YOUR OBJECTIVE:
Look through the lines below and extract any with the word "strokeStyle".

INPUT DATA:
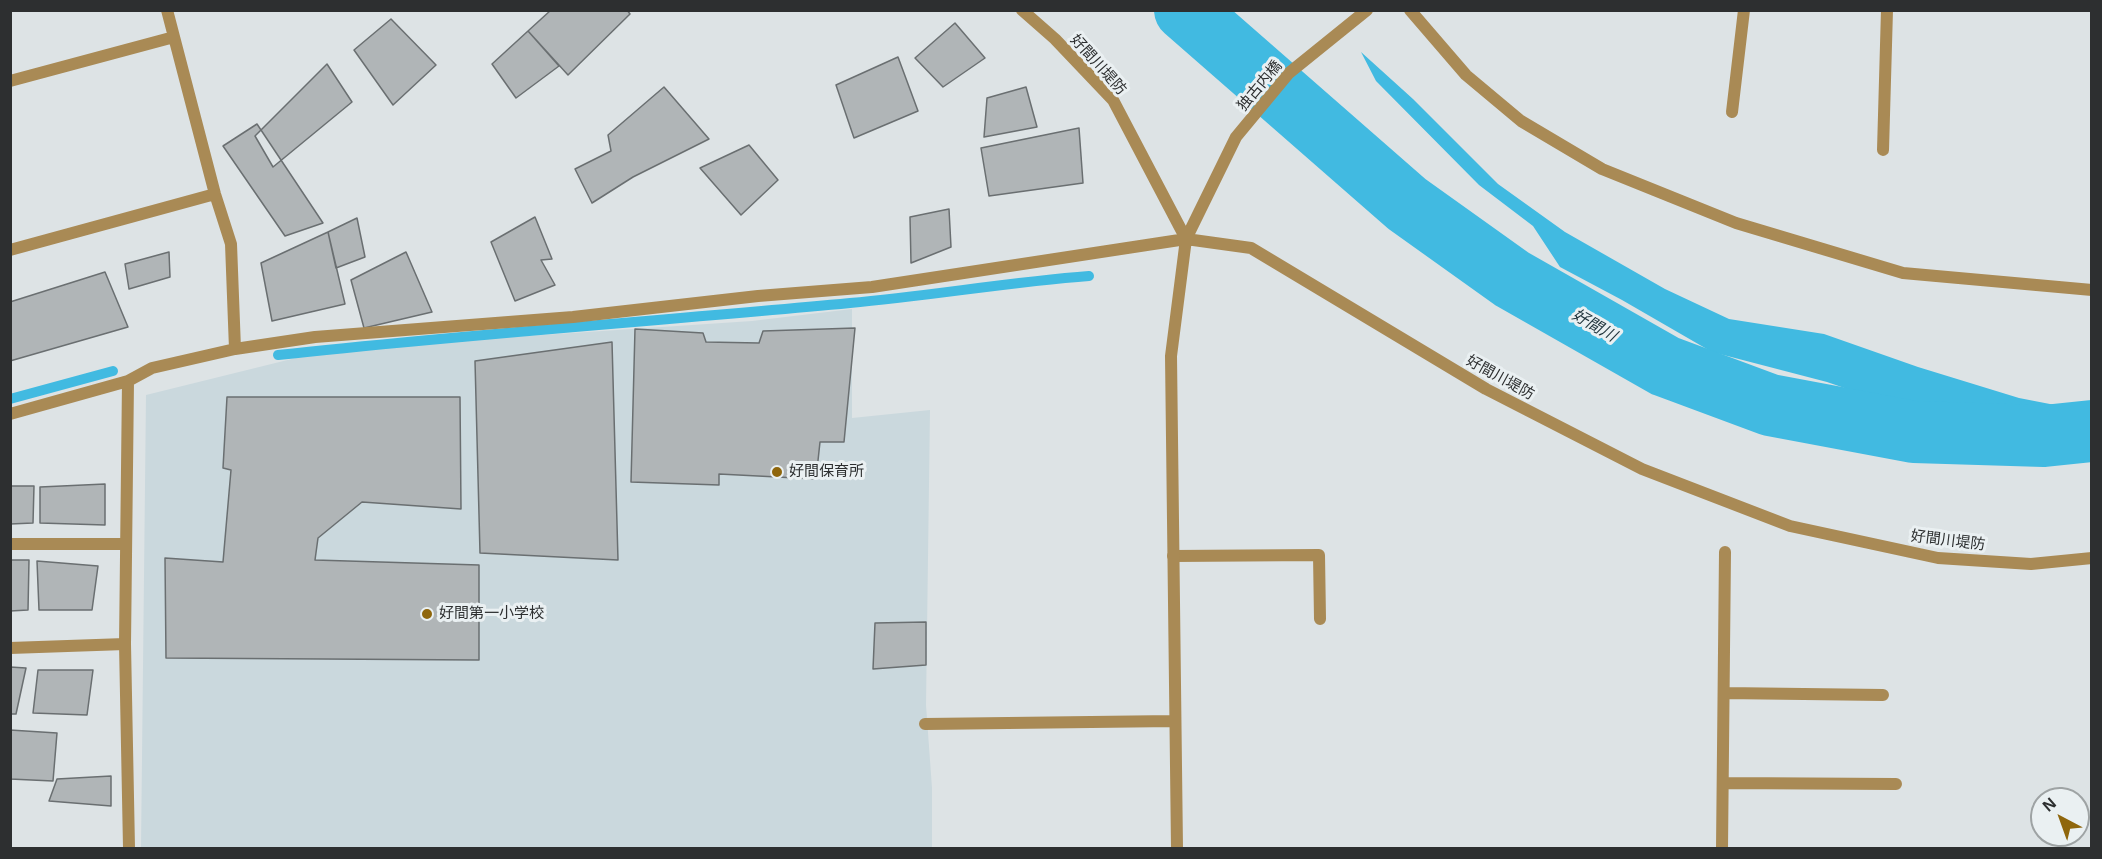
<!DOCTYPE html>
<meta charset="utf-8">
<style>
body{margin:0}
#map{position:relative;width:2102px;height:859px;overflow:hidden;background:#dde3e5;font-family:Helvetica,sans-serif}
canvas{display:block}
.frame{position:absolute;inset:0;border:12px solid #2d2f30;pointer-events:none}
.north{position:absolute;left:2030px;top:787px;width:60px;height:60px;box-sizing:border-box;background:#eaf0f2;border:2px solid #9ea3a4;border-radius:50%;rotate:319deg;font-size:16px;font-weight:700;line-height:24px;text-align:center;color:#2d2f30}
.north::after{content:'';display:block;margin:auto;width:21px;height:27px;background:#8f660c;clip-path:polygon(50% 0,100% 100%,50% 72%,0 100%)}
</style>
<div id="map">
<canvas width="2102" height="859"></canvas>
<div class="frame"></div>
<div class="north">N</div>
</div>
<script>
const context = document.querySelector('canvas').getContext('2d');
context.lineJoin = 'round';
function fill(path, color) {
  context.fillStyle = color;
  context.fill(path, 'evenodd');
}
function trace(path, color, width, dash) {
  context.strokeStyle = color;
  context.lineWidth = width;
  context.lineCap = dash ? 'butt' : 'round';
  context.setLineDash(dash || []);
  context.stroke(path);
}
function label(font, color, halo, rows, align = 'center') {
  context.font = font + ' Helvetica,"Noto Sans JP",sans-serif';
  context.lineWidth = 6;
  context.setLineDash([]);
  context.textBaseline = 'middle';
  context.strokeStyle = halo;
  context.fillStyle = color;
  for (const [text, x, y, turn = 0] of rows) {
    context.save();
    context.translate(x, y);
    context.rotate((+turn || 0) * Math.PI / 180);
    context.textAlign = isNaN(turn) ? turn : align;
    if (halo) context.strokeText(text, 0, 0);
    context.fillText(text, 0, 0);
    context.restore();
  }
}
fill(new Path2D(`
 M852,309V418L930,410L926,705L932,788V848H141L146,395L332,349L752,321Z`), '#cad8dd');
fill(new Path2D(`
 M1361,52L1413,99L1498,184L1565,232L1665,289L1729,319L1824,334L1918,367L2019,398L2091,412V445L1926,416L1827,382L1712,352L1622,300L1560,267L1533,226L1479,185L1376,81Z`), '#41bae1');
trace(new Path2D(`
 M278,355C468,334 659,321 850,303C930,296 1009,282 1089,276
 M10,399L113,371`), '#41bae1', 10);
trace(new Path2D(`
 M1185,10L1407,204L1512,279L1665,366L1770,405L1914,432L2044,436L2092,431`), '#41bae1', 62);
const building = new Path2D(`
 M551,10H627L630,14L568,75L528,31Z
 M391,19L436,65L393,105L354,50Z
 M955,23L985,58L943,87L915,58Z
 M528,31L559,66L516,98L492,64Z
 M898,57L918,111L854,138L836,85Z
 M327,64L352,102L273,167L255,136Z
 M664,87L709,139L633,177L592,203L575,169L611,151L608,135Z
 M1026,87L1037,127L984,137L987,98Z
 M257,124L323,223L285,236L223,146Z
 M1079,128L1083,183L989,196L981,148Z
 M749,145L778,180L741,215L700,168Z
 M949,209L951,247L911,263L910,217Z
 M535,217L552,259L541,260L555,285L515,301L491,242Z
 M357,218L365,257L336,268L328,232Z
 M328,232L345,304L272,321L261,263Z
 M169,252L170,277L129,289L125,264Z
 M406,252L432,312L364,328L351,280Z
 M105,272L128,327L10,361V302Z
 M855,328L844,442H820L816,479L719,474V485L631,482L635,329L703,333L706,342L759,343L763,331Z
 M612,342L618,560L480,553L475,361Z
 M227,397H460L461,509L362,502L318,538L315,560L479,565V660L166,658L165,558L223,562L231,470L223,468Z
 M105,484V525L40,523V487Z
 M10,486H34L33,523L10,524Z
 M10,560H29L28,610L10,611Z
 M37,561L98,566L92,610H39Z
 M926,622V665L873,669L875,623Z
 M10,667L26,668L16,714H10Z
 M38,670H93L87,715L33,713Z
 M10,730L57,733L53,781L10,779Z
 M111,776V806L49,801L57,779Z`);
fill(building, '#b0b5b7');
trace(building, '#6a6f71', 1.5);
trace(new Path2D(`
 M1173,556L1319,555L1320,619`), '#a98a55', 12);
trace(new Path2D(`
 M167,10L215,194L231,244L235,349
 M1022,10L1055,39L1113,100L1186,239
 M1410,10L1466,75L1521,121L1602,169L1736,223L1903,273L2092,290
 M10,81L174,37
 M1732,112L1744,10
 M1883,150L1887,10
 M10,250L215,194
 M128,381L125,644L129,848
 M10,414L128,381L152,368L235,349L315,337L573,317L758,296L872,287L1186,239L1251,248L1486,389L1642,469L1790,526L1938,558L2031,564L2092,558
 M10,544H125
 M10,648L125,644
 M1724,693L1883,695
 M925,724L1174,721
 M1723,783L1896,784
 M1177,848L1171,356L1186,239L1236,137L1289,73L1367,10
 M1722,848L1725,552`), '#a98a55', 12);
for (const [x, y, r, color] of [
 [777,472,6,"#8f660c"],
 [427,614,6,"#8f660c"]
]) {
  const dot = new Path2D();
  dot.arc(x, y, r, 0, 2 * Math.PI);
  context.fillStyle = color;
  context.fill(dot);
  trace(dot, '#eaf0f2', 2);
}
label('15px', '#2d2f30', '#eaf0f2', [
 ["好間川堤防",1098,65,48],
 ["独古内橋",1260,86,-50],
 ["好間川堤防",1500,378,29],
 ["好間川堤防",1948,541,7]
]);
label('15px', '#2d2f30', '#eaf0f2', [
 ["好間保育所",789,472],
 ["好間第一小学校",439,614]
], 'left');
label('italic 16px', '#1e323a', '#eaf0f2', [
 ["好間川",1594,326,30]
]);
</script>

TASK RESULT:
  context.strokeStyle = color;
  context.strokeStyle = halo;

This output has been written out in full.